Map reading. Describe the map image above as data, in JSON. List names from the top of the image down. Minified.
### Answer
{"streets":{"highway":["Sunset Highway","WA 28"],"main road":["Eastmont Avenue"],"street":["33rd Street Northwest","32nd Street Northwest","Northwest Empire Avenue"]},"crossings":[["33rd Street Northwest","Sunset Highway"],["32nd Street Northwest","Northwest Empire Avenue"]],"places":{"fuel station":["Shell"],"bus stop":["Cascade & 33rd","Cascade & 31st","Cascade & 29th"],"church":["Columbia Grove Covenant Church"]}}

PROBLEM STATEMENT
Reproduce the data above in full, keeping it exactly the same.

ANSWER BOX
Map reading. Describe the map image above as data, in JSON. List names from the top of the image down. Minified.
### Answer
{"streets":{"highway":["Sunset Highway","WA 28"],"main road":["Eastmont Avenue"],"street":["33rd Street Northwest","32nd Street Northwest","Northwest Empire Avenue"]},"crossings":[["33rd Street Northwest","Sunset Highway"],["32nd Street Northwest","Northwest Empire Avenue"]],"places":{"fuel station":["Shell"],"bus stop":["Cascade & 33rd","Cascade & 31st","Cascade & 29th"],"church":["Columbia Grove Covenant Church"]}}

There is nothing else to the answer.